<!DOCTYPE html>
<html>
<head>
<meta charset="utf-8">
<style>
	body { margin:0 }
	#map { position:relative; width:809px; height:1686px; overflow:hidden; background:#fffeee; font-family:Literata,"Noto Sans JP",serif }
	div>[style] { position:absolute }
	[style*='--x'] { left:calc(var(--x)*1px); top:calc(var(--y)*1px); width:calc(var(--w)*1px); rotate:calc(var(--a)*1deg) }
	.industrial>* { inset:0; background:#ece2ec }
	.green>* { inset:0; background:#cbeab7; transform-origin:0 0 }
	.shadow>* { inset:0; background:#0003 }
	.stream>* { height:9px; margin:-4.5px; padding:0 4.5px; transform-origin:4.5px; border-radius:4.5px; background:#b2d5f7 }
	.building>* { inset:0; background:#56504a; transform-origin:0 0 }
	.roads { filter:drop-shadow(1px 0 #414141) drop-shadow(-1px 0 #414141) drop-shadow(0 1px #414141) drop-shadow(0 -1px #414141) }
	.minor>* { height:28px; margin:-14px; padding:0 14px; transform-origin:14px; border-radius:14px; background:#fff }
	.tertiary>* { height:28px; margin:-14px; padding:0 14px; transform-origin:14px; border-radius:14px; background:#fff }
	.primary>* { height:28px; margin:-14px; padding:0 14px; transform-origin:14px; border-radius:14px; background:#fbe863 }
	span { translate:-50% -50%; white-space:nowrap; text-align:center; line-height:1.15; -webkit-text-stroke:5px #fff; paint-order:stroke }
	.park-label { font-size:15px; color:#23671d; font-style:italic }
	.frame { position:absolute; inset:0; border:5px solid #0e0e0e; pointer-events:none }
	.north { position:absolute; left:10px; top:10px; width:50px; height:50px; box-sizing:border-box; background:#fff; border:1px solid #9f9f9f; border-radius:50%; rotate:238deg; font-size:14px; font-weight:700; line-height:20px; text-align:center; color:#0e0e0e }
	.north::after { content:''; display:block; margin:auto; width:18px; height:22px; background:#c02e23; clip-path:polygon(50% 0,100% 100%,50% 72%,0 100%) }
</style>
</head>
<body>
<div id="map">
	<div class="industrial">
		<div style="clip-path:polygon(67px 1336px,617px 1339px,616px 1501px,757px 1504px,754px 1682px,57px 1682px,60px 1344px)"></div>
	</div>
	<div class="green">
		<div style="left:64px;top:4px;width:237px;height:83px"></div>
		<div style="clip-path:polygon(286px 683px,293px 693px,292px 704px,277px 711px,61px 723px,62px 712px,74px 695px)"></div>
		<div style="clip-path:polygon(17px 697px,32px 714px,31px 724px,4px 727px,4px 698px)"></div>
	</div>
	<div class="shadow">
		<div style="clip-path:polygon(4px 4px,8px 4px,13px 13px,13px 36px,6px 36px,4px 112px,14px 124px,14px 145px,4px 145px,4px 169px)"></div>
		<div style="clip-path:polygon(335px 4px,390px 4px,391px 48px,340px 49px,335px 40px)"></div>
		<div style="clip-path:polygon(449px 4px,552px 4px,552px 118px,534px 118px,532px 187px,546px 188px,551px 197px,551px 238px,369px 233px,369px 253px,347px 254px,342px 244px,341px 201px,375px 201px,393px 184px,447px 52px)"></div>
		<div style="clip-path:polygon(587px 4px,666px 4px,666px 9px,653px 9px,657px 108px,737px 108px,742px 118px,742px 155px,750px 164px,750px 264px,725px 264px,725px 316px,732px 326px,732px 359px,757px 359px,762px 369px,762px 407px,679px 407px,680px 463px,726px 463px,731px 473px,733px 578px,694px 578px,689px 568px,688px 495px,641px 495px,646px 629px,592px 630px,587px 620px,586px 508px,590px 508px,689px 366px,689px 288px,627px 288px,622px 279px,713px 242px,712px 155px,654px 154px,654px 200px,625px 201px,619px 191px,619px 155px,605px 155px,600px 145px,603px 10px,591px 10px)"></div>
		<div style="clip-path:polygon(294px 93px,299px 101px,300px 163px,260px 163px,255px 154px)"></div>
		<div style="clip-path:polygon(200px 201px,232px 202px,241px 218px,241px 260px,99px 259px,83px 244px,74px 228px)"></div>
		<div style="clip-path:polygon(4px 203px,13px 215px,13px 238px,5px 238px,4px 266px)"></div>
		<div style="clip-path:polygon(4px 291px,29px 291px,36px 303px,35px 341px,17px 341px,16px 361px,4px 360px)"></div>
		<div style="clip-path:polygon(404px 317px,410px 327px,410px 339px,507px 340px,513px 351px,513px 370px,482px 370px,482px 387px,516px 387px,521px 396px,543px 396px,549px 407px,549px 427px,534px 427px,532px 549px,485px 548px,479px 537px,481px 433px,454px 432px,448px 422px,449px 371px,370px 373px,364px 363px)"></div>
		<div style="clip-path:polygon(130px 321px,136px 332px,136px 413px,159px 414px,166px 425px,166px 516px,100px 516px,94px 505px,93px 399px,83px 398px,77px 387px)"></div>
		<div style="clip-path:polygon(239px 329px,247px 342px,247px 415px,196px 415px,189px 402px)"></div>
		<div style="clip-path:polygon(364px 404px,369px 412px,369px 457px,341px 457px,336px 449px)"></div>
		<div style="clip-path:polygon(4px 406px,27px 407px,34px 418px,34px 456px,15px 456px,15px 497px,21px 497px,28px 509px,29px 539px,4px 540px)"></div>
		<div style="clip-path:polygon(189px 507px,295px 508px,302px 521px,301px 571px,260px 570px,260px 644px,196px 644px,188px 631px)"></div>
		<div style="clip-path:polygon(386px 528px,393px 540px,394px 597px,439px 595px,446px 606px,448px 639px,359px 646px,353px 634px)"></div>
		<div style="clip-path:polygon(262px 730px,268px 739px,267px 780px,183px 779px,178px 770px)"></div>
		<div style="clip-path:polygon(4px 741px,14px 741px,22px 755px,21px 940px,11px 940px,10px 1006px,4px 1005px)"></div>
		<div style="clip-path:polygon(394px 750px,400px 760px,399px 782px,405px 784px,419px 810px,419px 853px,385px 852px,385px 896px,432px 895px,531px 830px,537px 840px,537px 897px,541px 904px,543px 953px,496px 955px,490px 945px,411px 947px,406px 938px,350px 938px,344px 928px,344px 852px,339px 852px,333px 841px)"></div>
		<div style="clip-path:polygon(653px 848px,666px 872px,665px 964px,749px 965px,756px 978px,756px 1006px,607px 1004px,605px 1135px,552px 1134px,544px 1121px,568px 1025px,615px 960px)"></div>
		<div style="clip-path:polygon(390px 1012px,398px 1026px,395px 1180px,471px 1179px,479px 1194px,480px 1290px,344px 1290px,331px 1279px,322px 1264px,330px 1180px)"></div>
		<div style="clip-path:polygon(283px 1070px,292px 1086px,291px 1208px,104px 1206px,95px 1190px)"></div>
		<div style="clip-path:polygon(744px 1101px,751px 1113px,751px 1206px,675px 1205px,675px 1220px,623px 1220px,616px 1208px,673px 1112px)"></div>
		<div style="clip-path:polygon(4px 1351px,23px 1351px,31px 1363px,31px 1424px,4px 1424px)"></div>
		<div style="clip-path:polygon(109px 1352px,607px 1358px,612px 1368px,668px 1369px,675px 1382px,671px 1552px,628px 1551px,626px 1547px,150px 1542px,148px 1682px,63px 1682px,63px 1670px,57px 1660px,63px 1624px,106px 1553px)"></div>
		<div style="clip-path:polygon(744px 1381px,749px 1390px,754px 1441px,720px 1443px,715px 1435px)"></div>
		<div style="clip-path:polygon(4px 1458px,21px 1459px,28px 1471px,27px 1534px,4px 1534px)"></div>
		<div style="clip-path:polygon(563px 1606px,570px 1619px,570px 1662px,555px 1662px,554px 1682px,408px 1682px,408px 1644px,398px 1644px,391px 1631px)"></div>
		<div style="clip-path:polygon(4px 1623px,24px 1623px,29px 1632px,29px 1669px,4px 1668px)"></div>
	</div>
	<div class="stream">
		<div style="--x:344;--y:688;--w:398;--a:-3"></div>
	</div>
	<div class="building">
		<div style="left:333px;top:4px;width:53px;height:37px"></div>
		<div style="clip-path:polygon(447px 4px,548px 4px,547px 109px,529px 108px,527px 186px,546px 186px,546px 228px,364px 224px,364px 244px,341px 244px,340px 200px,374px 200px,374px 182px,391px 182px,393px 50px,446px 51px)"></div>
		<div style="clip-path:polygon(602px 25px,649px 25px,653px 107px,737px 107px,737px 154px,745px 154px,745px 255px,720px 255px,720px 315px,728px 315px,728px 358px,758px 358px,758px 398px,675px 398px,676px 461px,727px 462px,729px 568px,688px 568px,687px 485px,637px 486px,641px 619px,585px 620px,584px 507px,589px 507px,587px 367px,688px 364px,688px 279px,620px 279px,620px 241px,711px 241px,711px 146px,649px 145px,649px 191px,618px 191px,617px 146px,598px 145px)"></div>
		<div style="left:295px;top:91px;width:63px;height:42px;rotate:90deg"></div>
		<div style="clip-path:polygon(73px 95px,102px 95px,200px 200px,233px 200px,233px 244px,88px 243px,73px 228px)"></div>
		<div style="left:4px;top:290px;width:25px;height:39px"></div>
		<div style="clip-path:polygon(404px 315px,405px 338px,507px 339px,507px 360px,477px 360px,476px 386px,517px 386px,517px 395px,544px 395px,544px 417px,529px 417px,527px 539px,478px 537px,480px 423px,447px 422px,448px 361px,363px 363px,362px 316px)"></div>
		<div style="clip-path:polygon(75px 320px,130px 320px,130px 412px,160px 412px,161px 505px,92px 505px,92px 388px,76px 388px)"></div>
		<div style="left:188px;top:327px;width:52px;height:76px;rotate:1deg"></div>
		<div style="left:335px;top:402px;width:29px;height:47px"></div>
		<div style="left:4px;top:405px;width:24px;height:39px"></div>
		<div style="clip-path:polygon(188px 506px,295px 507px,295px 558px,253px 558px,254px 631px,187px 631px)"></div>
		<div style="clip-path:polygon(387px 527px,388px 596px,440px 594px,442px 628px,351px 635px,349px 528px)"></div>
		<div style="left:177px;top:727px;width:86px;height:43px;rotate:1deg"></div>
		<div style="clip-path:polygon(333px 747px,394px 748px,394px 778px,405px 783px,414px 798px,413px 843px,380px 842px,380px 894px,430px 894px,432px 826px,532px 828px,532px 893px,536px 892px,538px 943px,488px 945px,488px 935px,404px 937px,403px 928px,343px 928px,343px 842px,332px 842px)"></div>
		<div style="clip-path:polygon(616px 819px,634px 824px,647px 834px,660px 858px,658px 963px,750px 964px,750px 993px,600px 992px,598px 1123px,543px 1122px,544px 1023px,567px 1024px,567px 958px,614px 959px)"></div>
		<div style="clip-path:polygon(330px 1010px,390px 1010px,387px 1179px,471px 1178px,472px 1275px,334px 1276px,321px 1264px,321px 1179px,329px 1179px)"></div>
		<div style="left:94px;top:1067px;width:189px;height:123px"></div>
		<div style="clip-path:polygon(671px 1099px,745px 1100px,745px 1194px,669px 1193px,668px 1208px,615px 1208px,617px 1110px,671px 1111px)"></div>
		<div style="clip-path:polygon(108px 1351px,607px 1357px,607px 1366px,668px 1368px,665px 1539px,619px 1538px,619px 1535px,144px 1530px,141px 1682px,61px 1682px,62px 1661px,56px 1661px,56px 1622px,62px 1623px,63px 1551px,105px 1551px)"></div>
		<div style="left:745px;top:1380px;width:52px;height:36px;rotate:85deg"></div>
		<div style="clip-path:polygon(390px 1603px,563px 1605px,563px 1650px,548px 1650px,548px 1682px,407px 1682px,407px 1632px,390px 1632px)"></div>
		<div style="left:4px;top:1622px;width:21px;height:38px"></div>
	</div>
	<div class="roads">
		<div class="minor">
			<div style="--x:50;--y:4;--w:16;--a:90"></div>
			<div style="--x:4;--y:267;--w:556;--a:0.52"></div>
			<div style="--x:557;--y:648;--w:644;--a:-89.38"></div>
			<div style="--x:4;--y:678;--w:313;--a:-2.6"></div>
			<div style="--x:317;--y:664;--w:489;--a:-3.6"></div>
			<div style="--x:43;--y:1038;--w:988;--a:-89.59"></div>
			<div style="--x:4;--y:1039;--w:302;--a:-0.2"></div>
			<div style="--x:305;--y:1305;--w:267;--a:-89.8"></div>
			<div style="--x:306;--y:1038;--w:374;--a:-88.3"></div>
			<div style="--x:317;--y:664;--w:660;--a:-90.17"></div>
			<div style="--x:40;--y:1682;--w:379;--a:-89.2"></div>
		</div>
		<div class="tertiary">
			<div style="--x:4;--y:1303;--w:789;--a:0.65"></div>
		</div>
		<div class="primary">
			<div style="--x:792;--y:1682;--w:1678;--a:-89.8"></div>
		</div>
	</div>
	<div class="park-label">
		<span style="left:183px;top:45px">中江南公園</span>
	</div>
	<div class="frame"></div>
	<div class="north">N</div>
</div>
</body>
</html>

####

- _Exercise brief_
Look over the listing. Pull out every line with the string "stream" in it.

- _Solution to this problem_
	.stream>* { height:9px; margin:-4.5px; padding:0 4.5px; transform-origin:4.5px; border-radius:4.5px; background:#b2d5f7 }
	<div class="stream">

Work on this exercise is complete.